Wenn Kunst Schule macht

In der Endinger Kornhalle sind bis Samstag Bilder aus dem Kunstunterricht zu sehen

  1. Was möglich ist, wenn sich Schule und freie Künstler vernetzen, zeigt die Ausstellung „Kunst macht Schule“ in der Kornhalle Endingen. Foto: Christel Hülter-hassler

ENDINGEN. Die Eröffnung einer außergewöhnlichen Kunstausstellung lockte am Montagabend außergewöhnlich viele Gäste in die Kornhalle nach Endingen. Unter dem Titel "Kunst macht Schule" zeigten Schüler der Endinger Stefan-Zweig-Realschule, der Grundschule und der Hauptschule zusammen mit den drei Künstlerinnen der Produzentengalerie 3malART Endingen besonders gelungene Bilder aus dem Kunstunterricht.

Im Foyer der Kornhalle drängeln sich Kinder, Eltern und Lehrer zwischen Gebäck und Getränken. So viele Kunstinteressierte hat dieser Raum wohl noch nie gesehen. Als sich die Tür zum Ausstellungsraum öffnet, ergießt sich ein lebhaft diskutierender Strom von Kunstliebhabern aller Generationen durch die Gänge zwischen den Stellwänden.
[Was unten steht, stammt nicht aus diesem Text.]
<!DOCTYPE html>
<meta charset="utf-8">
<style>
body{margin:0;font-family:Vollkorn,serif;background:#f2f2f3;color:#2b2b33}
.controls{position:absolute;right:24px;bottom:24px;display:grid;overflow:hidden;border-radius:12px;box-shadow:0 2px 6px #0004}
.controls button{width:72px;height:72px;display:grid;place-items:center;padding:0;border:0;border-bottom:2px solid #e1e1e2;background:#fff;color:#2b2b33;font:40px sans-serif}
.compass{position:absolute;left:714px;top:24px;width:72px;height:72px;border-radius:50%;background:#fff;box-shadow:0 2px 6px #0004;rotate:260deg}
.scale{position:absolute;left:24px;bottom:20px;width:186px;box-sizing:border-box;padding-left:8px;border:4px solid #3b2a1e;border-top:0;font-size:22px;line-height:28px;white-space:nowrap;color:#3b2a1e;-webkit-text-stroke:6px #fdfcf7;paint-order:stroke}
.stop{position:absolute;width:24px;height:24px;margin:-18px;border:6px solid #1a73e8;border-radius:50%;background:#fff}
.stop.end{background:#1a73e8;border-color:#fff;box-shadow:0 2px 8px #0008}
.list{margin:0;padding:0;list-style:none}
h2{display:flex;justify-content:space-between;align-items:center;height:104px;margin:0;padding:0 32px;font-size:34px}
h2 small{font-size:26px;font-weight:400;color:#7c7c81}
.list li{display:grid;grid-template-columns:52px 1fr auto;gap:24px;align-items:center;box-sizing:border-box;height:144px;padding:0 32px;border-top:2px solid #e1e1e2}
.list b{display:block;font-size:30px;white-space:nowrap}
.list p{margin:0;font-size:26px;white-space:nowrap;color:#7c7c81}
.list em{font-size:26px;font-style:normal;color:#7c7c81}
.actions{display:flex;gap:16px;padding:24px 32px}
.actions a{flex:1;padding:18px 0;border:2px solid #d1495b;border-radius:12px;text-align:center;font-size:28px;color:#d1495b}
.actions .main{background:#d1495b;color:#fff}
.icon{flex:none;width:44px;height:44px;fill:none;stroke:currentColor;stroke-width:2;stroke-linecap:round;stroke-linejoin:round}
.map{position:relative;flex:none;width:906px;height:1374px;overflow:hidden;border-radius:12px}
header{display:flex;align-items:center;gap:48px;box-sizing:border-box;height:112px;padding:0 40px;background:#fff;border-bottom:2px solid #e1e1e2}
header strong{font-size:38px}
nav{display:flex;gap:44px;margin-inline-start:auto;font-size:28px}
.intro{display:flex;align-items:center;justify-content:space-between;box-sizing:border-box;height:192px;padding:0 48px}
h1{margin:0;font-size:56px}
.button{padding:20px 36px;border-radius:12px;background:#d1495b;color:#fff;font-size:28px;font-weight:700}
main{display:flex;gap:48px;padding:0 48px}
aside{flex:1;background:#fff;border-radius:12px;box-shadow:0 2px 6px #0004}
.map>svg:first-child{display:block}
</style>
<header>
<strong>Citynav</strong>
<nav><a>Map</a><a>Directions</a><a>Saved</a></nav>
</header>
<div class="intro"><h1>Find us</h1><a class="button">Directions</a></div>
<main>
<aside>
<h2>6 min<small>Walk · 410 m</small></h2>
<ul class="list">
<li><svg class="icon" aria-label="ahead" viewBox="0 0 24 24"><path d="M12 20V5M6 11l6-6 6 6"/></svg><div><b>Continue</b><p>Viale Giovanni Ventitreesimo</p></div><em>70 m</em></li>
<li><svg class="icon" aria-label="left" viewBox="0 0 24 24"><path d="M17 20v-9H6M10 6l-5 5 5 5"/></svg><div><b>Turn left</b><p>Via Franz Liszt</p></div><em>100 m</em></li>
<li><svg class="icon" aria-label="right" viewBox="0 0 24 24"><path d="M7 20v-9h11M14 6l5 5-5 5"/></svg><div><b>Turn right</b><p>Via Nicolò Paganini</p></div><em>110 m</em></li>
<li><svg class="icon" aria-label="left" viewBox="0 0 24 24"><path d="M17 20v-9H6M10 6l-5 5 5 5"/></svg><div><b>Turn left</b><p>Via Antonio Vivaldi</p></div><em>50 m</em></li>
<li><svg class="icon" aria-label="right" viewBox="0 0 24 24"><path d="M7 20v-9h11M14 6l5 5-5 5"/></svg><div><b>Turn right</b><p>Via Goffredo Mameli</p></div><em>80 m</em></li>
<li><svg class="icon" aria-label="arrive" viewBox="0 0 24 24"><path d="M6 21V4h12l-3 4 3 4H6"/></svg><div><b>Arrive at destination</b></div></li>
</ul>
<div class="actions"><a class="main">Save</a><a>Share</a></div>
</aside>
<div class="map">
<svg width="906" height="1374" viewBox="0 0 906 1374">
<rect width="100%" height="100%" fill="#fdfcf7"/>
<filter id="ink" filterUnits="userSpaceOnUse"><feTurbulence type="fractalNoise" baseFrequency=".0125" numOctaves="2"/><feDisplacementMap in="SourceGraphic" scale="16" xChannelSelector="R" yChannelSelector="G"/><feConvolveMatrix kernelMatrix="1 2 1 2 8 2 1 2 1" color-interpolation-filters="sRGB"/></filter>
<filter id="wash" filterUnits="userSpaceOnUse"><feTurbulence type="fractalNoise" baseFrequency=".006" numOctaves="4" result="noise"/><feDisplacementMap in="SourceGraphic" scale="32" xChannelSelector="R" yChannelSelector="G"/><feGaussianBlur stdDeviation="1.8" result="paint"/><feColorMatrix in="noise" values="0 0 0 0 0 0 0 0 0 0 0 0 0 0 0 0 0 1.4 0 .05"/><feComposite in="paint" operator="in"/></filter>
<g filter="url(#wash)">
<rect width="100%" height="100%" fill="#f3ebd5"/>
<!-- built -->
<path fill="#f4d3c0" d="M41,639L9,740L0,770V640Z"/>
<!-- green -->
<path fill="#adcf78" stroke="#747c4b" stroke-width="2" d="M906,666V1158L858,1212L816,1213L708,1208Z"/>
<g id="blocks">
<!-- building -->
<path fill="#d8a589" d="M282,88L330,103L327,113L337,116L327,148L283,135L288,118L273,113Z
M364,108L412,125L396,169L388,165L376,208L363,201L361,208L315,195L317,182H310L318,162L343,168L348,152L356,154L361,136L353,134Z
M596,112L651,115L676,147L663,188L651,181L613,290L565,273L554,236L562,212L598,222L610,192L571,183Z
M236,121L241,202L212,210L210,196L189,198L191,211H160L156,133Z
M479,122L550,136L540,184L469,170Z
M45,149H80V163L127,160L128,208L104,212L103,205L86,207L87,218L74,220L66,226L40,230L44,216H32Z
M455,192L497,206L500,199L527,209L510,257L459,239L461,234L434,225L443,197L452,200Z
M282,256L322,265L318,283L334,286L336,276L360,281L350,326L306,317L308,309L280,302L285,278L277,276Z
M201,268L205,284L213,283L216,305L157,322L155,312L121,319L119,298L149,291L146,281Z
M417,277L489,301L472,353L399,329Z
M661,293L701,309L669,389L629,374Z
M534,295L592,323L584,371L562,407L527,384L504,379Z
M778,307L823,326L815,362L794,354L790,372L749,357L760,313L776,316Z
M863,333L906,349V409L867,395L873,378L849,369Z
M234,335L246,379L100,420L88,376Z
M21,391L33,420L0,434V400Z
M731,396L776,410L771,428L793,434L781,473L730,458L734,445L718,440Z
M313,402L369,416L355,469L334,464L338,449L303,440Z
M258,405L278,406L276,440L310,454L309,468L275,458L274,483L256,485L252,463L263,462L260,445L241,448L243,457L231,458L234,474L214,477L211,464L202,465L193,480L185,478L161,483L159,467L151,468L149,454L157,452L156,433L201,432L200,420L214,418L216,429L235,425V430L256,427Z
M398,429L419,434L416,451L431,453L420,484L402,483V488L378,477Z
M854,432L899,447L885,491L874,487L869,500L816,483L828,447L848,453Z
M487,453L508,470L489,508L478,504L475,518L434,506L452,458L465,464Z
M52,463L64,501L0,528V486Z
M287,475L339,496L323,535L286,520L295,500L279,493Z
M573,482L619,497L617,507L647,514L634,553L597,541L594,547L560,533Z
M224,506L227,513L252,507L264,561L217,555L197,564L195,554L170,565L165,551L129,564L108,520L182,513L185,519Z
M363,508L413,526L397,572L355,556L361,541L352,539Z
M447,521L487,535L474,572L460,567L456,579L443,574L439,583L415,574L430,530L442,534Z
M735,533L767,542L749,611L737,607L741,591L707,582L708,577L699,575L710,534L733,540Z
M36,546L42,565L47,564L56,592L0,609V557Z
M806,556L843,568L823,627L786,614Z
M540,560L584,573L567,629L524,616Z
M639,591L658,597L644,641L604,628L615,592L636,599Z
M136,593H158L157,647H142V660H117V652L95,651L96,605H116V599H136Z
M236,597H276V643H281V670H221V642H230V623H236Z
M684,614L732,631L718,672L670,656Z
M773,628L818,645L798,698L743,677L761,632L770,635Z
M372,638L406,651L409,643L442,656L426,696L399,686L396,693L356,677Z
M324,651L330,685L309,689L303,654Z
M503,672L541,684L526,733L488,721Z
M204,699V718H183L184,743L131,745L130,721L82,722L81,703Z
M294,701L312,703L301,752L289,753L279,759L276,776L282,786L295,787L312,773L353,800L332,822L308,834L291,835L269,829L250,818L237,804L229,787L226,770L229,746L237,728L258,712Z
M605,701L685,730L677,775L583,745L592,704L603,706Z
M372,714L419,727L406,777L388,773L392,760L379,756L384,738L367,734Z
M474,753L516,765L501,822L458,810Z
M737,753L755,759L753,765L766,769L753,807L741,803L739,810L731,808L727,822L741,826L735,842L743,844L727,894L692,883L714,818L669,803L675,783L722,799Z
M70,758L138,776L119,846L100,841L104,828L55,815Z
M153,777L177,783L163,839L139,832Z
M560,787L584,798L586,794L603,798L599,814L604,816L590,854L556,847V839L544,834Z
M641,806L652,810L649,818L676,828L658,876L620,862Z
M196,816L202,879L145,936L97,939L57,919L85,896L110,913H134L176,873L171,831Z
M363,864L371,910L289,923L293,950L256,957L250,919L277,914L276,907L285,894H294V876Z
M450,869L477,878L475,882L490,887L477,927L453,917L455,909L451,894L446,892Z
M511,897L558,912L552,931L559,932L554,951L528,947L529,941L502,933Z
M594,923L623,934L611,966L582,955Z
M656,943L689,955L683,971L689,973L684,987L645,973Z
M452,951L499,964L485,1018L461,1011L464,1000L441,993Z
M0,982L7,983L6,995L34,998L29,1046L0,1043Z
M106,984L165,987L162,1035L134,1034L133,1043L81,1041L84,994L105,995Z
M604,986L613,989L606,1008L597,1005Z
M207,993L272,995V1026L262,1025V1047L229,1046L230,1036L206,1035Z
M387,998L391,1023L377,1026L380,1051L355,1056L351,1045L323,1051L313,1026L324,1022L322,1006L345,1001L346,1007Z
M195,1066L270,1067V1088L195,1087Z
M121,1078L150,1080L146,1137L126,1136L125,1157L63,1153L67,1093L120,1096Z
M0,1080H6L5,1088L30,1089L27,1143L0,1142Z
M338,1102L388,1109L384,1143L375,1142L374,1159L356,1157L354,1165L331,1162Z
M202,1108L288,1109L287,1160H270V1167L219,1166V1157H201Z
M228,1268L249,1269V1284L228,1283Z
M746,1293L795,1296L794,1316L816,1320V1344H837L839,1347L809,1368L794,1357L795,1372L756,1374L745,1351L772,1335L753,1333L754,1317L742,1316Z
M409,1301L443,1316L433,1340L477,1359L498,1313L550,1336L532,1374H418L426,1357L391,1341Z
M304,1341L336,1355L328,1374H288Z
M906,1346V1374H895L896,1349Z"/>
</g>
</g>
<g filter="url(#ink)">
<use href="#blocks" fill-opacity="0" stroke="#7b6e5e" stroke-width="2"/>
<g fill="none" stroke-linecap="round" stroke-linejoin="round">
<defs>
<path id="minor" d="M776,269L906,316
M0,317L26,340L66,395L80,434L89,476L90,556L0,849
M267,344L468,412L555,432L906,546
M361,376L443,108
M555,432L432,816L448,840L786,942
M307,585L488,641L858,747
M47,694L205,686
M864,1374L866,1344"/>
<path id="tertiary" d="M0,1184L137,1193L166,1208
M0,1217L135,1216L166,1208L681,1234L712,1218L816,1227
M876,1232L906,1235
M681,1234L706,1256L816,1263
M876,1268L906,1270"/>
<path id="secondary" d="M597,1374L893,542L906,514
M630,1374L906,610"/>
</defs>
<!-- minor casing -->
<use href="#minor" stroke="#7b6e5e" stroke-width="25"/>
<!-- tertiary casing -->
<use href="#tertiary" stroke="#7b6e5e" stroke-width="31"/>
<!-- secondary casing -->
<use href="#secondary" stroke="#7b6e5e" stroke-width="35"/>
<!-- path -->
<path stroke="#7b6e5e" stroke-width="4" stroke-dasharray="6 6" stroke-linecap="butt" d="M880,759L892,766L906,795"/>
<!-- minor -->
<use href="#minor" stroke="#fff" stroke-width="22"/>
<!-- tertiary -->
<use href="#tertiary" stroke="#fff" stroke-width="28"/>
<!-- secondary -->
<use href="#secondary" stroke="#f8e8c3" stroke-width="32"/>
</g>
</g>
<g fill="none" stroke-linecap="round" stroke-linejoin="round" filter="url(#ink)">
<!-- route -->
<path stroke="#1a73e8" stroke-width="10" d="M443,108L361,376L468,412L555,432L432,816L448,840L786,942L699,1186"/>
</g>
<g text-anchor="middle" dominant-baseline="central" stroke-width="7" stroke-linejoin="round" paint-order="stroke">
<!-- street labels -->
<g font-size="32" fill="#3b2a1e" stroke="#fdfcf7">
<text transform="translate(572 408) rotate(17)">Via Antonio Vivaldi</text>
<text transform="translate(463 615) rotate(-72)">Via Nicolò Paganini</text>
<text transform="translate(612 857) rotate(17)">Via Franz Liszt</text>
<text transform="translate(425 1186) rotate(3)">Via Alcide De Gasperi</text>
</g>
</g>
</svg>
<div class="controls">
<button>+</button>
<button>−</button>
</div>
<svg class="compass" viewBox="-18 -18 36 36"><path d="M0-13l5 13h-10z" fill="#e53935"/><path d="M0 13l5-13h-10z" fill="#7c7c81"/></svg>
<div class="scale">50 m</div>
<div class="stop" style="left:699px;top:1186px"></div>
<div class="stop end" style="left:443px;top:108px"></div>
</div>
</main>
"Wie zart und natürlich die Motive wirken", staunt ein Besucher vor den "Tulpen im Wasserglas". Die Bilderauswahl der Schüler umfasst viele verschiedenen Techniken: Nebellandschaften steigen aus gerissenem Papier, verschiedenartige Materialien erzeugen bestimmte Wirkungen. So sind kubistische Collagen entstanden, abenteuerliche Vogelscheuchen oder bewegliche Katzenköpfe. In warmen, dunklen Farben ist es gelungen, die Kunst der Aborigines mit eindringlichen Motiven kreativ umzusetzen. Den Ideenreichtum der Schüler spiegeln ihre Arbeiten zu den Themen Grafitti, Dreidimensionalität und vieles mehr.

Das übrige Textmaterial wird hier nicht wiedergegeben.